Doreen Legere, director of therapeutic services for Miramichi, says a staffing shortage is to blame. (Facebook)

About 500 people in Miramichi have been dropped off the waiting list for physiotherapy because the Horizon Health Network says the list is so long, those patients will never get served.

A letter to the patients, who have all been on the wait list for at least six months, suggests they seek private therapy instead.

"Well, after almost two years, it was kind of put in writing what I assumed — that it was never going to happen," said Jean Williston, who has osteoporosis and scoliosis.

"I still had that hope. But that ended that hope," she said.

Doreen Legere, Horizon's director of therapeutic services for the Miramichi area, says the wait list has been growing for the past five or six years.

"Our problem is that we have a vacant, temporary position, and that we’re trying to recruit for that position, but we haven’t been successful so far," she said.

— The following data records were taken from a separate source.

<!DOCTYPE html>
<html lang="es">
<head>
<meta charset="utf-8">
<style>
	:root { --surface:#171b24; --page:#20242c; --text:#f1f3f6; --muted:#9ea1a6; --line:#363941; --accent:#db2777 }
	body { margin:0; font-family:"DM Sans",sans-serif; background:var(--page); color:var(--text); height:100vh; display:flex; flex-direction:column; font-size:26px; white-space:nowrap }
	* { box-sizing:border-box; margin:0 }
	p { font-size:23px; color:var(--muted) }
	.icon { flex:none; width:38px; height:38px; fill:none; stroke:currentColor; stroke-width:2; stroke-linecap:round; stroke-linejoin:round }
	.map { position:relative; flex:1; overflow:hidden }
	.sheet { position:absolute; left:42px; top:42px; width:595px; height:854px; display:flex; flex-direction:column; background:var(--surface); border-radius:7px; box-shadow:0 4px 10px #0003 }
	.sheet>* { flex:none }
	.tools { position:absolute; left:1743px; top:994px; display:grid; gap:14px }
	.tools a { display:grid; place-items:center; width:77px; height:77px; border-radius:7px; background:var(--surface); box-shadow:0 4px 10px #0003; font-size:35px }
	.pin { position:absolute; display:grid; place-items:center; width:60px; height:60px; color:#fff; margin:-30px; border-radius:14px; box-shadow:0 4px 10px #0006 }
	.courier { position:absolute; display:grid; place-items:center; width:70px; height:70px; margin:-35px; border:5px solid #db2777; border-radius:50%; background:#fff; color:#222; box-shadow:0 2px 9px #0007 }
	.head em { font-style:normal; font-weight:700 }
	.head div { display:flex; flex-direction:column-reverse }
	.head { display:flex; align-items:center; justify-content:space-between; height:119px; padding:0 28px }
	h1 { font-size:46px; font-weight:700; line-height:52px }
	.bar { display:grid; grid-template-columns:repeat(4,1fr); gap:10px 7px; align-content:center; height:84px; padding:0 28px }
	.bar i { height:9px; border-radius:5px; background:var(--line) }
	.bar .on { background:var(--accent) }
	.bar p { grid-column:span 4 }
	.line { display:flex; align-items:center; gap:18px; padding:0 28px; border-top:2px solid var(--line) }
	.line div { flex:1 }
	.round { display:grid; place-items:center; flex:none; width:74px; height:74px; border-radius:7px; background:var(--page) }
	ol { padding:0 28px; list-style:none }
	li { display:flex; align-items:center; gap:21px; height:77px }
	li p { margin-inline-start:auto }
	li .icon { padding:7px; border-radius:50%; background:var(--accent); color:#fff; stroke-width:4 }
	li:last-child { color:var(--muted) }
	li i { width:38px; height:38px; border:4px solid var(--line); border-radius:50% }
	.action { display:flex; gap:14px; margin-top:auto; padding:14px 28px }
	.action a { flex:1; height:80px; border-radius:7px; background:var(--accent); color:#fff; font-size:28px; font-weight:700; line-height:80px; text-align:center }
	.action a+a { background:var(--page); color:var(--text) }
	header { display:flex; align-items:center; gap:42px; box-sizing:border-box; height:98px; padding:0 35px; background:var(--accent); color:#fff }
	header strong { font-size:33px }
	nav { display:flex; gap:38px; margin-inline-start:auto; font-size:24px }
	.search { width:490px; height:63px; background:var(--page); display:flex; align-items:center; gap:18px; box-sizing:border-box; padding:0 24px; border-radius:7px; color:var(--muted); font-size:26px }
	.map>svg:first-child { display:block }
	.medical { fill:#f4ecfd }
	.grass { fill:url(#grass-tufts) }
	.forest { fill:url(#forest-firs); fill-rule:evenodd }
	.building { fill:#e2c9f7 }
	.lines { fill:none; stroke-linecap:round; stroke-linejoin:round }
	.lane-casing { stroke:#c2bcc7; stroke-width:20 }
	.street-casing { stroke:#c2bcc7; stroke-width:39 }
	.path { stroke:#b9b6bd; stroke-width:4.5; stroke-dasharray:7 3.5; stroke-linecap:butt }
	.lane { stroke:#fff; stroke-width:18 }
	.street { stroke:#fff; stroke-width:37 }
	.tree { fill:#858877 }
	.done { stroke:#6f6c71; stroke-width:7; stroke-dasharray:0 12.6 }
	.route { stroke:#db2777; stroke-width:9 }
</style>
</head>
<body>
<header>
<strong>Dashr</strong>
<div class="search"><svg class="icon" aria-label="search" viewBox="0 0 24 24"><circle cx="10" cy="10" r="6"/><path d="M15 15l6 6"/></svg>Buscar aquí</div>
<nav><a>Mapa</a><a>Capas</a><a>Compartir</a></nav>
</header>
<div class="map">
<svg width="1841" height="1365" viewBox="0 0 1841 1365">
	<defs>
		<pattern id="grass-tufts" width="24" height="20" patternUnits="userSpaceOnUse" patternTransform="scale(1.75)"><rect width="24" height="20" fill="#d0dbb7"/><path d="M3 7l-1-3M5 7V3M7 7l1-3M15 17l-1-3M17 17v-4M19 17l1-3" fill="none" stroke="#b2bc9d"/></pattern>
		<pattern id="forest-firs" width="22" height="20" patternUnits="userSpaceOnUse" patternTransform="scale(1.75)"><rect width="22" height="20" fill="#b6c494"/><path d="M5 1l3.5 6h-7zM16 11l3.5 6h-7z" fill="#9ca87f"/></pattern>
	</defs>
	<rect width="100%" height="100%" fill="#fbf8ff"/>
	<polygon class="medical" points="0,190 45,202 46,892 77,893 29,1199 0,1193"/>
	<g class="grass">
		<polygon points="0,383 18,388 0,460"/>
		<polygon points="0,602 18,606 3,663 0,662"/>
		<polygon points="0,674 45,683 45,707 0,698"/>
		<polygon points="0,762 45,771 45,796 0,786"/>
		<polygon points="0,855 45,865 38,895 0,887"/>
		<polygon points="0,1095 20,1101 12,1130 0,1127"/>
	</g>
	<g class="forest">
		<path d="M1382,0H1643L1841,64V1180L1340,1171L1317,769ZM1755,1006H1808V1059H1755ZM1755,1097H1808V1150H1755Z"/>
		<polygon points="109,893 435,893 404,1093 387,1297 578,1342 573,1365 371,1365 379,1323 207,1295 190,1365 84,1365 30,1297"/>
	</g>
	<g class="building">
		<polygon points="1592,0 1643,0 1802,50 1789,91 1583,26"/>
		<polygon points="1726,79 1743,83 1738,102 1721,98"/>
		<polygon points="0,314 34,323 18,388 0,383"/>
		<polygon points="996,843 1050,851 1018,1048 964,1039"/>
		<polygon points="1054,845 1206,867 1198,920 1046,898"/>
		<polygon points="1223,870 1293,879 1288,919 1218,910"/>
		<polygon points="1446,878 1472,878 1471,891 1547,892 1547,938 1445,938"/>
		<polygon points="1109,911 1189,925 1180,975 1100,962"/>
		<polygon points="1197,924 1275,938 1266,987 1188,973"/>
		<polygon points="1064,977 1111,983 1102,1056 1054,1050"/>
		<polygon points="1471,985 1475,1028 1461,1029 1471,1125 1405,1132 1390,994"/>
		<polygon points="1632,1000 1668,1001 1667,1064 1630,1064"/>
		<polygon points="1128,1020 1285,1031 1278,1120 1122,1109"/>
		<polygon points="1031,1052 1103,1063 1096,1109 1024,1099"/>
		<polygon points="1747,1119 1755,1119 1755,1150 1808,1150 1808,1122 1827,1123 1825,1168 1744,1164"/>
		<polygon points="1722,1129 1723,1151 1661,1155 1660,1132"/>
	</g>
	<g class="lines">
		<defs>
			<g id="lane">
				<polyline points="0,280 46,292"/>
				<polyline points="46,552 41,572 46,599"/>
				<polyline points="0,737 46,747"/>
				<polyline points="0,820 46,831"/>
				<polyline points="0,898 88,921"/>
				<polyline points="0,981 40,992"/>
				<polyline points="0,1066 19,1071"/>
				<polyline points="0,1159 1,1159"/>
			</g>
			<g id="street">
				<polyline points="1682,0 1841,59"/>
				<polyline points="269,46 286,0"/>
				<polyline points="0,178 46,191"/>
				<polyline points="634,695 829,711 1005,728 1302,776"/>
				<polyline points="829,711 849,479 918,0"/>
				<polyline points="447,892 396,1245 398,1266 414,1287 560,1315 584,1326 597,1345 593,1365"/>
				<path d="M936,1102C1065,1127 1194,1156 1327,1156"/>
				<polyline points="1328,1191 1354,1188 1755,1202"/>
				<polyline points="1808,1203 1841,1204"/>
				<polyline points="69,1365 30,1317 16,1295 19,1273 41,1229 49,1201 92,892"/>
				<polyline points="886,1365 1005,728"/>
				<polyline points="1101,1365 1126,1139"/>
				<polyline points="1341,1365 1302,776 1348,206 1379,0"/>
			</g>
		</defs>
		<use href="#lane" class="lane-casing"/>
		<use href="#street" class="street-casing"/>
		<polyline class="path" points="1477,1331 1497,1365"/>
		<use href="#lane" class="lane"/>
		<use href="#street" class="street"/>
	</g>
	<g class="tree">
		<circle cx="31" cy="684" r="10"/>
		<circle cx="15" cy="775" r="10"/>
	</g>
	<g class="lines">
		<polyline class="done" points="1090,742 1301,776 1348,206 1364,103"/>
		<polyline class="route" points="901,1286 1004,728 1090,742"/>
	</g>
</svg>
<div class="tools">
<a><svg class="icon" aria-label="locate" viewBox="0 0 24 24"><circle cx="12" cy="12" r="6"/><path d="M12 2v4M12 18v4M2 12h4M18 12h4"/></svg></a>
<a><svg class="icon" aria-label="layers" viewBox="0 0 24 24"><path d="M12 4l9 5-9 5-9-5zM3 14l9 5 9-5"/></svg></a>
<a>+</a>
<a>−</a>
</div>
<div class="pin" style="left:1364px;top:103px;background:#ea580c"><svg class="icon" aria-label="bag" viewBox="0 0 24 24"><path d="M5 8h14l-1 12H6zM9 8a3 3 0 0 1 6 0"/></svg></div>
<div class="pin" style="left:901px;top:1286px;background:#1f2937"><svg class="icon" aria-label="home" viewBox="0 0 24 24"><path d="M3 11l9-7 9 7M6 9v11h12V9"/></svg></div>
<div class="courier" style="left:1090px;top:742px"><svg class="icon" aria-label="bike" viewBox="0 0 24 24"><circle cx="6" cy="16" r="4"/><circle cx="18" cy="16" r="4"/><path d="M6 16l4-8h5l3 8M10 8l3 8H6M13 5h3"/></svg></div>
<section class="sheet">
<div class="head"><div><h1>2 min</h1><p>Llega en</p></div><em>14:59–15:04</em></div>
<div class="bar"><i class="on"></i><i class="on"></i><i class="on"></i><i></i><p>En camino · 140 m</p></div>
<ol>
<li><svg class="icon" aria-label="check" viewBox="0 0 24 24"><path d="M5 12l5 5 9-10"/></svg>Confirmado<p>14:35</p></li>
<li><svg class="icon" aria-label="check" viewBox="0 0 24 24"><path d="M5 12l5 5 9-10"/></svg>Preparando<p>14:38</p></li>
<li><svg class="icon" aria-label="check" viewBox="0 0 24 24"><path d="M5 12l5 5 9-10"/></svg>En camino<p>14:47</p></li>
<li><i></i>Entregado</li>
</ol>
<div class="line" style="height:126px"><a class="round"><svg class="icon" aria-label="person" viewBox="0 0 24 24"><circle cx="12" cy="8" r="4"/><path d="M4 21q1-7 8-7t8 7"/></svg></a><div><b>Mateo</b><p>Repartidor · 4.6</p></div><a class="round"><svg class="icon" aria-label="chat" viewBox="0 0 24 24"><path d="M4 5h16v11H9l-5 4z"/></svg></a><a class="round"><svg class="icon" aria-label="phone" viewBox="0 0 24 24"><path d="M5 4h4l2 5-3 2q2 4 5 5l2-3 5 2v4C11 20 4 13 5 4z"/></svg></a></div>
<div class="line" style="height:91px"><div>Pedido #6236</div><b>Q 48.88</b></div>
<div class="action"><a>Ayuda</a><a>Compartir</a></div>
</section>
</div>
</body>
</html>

"I felt that I was kind of misleading physicians and the people that were on the wait list that they were going to get services, when people were waiting so long to get services," said Legere.

"I wanted them to have a chance to find other ways to deal with the problem. So I wanted them to know, first off, that our wait list was so long, and we didn't have the services to keep up."

'Slippery slope'

Liberal MLA Bill Fraser, who represents Miramichi-Bay du Vin, calls the situation "unacceptable."

"We all know that resources are very limited. What worries me, is, is this the slippery slope to the next wait list?" said the former health critic.

"People that require these services need to be served. And it's unacceptable to tell people that they have to go to the private sector and pay, in order to receive these services," Fraser said.

Williston says she doesn't have any private medical insurance.

But she was a "bunch of knots" from being extra cautious about her movements after a specialist told her she would likely break bones if she ever fell.

So she decided to pay $70 out-of-pocket for an initial private physiotherapy session.

"I would feel for those who couldn't come up with the money to get this help," she said.

150 people still waiting

Health Minister Ted Flemming did not respond to a request for an interview.

But an email from the Department of Health contends "funding is in place for this service."

"This is a human resource and recruitment issue for Horizon Health Network," the email states.

The physiotherapy clinic is short one of three full-time physiotherapist positions due to a maternity leave, according to Horizon's website.

But Horizon officials say even if they were fully staffed, they wouldn't be able to catch up on the wait list.

There are still 150 people waiting for physiotherapy, some of whom will be waiting up to six months, officials said.